Well, somehow, I dissected my own heart and let it fight other causes, personal causes, over the years. I must have been sleepwalking when I did it, because I sure as hell don't remember giving up or giving in. I just woke up one day and I was on a good path to being a yuppie.

I miss the sick-to-stomach feeling I consumed when I was head over heels for politics. I miss being furious with capitalists I'd never met. I miss knowing why I was right. I miss knowing why the swallowing darkness of every tedious branch of hate was wrong. I miss having arrogant goals that didn't really include me, but the betterment of civilization and democracy.

And I'm not saying politics is honest, or ever has been. But there's a line that poets and civilians and working mothers and fathers that should be clear by now. It should be neon. The line should be the first thing you see in the morning. You should read the paper, read the comics, read the body count and know that the world isn't the same now as it was when you were in R.E.M. hours ago. The world and the shadowy hand shakes that have build it are moving more than ever. This is the worst era of political damage and ethical malpractice since the days of yellow journalism. I ain't kidding. The Middle East is your worst nightmare. Just so you know. Right, right, right, you've heard it all before. But you haven't heard it in the right tone, the right key, the right pitch. It's panic. Journalists should be putting exclamation marks at the end of every sentence and trying to get us out of bed and into the streets.

But, they're not. They're too afraid of Karl Rove and fearing that their careers might end like that old running cartoon joke where the disobedient character ends up as an eskimo transfer in Alaska. Well, whatever. Get your balls back. At least look like you're a real writer. Act like you remember what your name was before it was a byline. There ain't glory in the breakdown, but you are the glory in a revolution. And when you get shot by the capitol's best character assassin, I swear I'll salute you. When your metaphorically bloody carcass is awashed in Washington DC's gutter with poets and filmmakers standing over you curious, maybe the time bomb will go off. Maybe they'll be the freedom fighters for the next year. Die on New Year's Eve and you can be the saint.

We'll see new graffiti, anarchic and artistic prose that makes sense, like:

- The Middle East is the new Cold War.

- The last real savage was before Christ.

- The laundry list grows longer.

- The sun always sets on an empire in flames.

- You were always my favorite destruction, America.

Do it. Pen the fights, resurrect the poets, and dodge the bullets of the White House. This ain't a war anymore, some harrowing shit you read in the paper but see no pictures. This is the new Western Lie. I want you to know that you've been lied to for years, but, this time, they aren't even bothering to cover their mouths or hide underground. They're lying over TV networks, not underground networks. Can't you see that they have nothing to hide because you don't care? They are lying at you. How can you not want to bite off their lips? This is a bad plan that you're a part of. Where were you when they dropped the bomb?

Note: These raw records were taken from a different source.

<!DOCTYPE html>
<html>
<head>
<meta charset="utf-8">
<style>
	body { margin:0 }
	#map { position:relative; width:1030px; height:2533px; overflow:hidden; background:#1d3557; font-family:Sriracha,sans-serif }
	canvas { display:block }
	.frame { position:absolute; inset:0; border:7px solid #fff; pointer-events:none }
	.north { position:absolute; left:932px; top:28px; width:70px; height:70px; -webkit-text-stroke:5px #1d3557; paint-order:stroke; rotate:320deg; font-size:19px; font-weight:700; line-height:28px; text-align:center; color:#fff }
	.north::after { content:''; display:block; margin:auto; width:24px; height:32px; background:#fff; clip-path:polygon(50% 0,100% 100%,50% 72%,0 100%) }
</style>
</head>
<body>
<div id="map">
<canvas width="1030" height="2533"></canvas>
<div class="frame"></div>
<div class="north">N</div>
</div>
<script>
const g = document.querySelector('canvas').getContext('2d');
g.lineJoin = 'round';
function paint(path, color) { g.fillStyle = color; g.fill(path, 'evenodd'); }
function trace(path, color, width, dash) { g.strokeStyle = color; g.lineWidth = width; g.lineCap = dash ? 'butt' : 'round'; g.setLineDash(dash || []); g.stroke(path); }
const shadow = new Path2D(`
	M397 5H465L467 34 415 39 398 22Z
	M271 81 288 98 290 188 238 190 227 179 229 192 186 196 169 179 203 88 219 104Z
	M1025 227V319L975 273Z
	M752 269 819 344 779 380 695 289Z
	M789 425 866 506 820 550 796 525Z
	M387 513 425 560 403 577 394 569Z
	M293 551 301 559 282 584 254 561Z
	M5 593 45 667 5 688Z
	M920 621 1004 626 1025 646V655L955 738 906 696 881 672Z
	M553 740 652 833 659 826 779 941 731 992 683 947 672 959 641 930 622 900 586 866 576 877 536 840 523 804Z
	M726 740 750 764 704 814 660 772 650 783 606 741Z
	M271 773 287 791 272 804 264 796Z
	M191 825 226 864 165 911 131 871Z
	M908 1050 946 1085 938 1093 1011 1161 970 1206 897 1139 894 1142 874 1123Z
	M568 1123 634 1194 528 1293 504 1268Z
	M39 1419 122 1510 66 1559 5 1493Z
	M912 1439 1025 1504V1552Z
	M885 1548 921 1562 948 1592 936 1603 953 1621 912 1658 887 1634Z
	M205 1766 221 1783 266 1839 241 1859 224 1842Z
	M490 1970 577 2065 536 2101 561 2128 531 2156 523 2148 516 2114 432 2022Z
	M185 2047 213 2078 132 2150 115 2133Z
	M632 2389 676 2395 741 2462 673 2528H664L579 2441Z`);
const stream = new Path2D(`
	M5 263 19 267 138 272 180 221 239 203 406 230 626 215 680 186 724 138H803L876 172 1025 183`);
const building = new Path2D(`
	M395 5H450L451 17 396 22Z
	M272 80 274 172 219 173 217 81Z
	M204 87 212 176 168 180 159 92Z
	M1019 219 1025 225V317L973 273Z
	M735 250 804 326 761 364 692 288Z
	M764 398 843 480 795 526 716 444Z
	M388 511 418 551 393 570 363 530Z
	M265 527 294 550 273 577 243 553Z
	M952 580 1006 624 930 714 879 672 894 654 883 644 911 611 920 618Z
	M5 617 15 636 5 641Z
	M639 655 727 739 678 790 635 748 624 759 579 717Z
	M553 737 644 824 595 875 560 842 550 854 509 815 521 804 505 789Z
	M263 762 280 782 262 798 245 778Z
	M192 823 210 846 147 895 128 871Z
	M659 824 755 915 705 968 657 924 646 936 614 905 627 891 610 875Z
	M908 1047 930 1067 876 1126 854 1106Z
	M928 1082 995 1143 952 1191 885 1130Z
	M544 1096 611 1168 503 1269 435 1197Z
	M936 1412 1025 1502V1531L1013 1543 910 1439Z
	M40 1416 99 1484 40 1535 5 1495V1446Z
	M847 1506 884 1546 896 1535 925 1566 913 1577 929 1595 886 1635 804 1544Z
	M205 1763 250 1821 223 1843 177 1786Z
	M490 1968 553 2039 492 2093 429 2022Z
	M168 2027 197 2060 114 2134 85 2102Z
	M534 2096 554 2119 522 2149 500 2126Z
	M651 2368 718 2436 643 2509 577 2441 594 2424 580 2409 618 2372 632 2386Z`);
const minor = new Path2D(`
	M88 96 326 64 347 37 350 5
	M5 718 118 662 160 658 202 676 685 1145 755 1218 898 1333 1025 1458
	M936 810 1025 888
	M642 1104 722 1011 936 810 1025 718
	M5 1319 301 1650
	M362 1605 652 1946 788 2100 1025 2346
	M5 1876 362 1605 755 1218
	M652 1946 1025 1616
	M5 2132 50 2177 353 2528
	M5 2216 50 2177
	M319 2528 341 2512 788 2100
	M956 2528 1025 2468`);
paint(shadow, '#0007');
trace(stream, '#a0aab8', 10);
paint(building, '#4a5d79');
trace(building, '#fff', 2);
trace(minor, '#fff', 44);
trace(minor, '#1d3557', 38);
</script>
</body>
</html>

Right. You weren't alive when they dropped the bomb. But here's your chance to do something heroic, and you're sitting at home. You're worrying about relationships. You're worrying about cereal. You're worrying about air-conditioning. You're worrying about where you'll drink tonight. You're worrying about someone not calling you back. You're actually panicking about too many clothes.

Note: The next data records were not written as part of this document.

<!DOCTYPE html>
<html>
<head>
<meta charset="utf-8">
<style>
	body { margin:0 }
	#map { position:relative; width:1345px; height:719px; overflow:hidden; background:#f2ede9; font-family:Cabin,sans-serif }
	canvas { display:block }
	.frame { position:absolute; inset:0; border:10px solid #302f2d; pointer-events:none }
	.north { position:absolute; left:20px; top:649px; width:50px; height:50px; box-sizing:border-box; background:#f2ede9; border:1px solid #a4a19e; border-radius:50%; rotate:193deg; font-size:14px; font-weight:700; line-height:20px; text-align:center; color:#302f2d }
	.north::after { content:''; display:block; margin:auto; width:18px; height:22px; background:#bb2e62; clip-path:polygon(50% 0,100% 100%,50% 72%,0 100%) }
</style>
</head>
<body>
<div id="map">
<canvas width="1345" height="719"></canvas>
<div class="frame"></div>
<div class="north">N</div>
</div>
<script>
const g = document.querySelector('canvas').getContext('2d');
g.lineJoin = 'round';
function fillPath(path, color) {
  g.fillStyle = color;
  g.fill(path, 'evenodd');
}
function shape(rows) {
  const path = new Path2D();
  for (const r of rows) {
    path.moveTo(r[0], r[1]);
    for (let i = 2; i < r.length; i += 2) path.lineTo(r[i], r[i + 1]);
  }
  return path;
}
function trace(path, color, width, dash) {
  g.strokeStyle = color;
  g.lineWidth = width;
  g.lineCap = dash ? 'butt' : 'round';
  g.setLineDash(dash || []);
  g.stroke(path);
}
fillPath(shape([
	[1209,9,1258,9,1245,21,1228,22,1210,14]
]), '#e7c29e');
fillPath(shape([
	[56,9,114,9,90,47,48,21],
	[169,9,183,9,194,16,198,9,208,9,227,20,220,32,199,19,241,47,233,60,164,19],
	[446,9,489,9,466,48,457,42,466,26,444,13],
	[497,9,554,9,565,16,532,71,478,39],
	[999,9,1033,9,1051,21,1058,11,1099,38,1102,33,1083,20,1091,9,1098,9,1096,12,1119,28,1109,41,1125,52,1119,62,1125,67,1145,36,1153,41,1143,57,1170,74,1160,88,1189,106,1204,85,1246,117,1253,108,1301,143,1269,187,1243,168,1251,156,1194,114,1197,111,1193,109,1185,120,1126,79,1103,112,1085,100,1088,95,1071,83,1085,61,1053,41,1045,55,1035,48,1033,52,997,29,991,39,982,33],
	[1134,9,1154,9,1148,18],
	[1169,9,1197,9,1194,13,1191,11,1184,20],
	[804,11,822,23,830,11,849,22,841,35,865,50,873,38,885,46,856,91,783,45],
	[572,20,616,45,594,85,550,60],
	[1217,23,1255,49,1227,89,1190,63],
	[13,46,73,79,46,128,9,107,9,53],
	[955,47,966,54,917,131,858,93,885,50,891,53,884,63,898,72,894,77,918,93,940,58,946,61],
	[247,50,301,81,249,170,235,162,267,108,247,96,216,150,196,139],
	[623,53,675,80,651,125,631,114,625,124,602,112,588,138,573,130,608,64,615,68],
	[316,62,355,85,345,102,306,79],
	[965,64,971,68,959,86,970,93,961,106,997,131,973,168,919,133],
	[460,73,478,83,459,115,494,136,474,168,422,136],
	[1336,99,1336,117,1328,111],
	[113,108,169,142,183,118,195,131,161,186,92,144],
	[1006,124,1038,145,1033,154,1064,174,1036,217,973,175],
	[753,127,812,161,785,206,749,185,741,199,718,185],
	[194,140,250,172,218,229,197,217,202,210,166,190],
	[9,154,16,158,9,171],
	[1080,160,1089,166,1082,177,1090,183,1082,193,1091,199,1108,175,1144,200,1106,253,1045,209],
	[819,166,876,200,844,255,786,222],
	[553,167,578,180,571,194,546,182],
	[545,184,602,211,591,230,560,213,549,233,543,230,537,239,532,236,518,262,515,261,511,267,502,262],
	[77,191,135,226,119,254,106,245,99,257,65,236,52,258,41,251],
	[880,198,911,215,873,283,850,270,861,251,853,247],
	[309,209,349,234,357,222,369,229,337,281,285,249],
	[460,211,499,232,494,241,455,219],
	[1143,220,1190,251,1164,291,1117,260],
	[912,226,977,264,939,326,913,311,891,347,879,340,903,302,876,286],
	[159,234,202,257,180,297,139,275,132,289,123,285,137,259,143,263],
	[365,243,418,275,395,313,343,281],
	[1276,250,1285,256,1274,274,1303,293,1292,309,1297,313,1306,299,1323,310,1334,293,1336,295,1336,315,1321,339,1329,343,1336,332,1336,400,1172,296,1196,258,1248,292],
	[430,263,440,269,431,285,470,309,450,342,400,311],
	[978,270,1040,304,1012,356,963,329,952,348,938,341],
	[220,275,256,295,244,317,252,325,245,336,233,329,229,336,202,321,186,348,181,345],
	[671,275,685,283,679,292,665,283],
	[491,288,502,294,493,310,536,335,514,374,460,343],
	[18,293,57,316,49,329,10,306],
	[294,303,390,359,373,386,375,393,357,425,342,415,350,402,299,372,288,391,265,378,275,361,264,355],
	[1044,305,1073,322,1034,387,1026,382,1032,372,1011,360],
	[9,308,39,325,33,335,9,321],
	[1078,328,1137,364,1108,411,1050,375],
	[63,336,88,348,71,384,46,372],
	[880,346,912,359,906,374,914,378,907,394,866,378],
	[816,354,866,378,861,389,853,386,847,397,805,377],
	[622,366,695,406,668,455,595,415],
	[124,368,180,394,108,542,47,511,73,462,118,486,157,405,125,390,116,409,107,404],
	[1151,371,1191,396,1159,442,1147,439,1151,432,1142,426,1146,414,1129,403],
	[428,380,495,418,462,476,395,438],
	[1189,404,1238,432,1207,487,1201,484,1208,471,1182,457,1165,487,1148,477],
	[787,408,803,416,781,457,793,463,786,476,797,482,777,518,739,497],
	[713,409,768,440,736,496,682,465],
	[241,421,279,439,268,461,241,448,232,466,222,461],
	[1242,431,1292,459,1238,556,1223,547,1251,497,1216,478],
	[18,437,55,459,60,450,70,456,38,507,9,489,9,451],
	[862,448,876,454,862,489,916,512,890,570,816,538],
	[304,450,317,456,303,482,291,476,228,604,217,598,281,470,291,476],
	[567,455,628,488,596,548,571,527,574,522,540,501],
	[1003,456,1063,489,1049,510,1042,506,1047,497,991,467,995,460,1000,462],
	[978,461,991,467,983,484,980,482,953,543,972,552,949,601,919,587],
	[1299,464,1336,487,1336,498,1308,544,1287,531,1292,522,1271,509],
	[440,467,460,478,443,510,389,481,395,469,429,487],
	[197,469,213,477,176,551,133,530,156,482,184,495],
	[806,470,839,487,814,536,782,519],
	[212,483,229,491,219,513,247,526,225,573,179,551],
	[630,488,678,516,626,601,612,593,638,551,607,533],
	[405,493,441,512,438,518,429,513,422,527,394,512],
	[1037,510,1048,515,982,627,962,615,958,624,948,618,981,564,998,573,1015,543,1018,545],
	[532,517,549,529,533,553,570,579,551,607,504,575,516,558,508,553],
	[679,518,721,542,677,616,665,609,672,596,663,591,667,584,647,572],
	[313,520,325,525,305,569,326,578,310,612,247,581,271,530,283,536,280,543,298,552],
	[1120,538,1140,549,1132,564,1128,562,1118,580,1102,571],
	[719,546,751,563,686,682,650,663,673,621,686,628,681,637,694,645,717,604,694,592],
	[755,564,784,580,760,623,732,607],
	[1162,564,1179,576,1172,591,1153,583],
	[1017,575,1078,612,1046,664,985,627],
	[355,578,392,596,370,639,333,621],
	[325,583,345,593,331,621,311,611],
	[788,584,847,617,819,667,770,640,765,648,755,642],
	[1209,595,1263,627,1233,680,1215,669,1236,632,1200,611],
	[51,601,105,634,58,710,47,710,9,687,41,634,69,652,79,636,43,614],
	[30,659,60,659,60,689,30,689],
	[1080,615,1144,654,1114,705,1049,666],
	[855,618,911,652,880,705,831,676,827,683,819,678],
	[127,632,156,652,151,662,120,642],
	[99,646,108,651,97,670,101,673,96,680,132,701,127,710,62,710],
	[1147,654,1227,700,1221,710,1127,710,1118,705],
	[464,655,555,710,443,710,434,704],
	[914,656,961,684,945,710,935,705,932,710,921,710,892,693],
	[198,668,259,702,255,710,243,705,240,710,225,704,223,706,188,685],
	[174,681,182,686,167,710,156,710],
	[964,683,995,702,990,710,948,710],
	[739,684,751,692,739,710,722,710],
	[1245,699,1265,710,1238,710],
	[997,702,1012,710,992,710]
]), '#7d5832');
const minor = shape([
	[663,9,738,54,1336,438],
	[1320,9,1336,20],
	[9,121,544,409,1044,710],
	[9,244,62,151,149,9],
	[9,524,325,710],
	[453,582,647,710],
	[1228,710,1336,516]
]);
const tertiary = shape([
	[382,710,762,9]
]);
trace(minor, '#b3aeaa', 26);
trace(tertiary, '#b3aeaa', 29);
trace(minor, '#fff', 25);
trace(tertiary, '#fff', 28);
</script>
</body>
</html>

Well, get it the fuck together.

Go outside and see a brand new sun. It's calling your name, and you better be off this block by sunset. You better be somewhere where you're doing something, where you're actually saying something. Get someone to feed your pets for a week, have your mother check your mailbox, have your neighbor take in your daily newspaper, and lock yourself in a motel room while you write the manifesto. Don't drink heavily and don't sketch out all lucid on us. We're depending on you.

You need to reinvent the system. You need to put fire back in my heart. You need to challenge those city suits to a duel out in the middle of Time Square. Please. Please care about what they're saying behind your backs. This is the end of the line in coming years. This could be the last stand of poetry and the final glory of revolutions inspired by college students. If you want to know what the world thinks of this teasing lifestyle of weekend sex and workweeks of drinking, watch MTV. The world should know us by CNN. They should see us on CNN. They should see us waving new flags of new colors and new designs on CNN. We'll wear name tags with some inside revolutionary joke. We're confident, but we're still us.

This is the manifesto I promised you. This is what I said I'd write years ago when I conquered the world at 17. I'm an adult now, and I've seen the test of time because I actually took the time to test it.

Why does it seem that every just cause is a lost cause.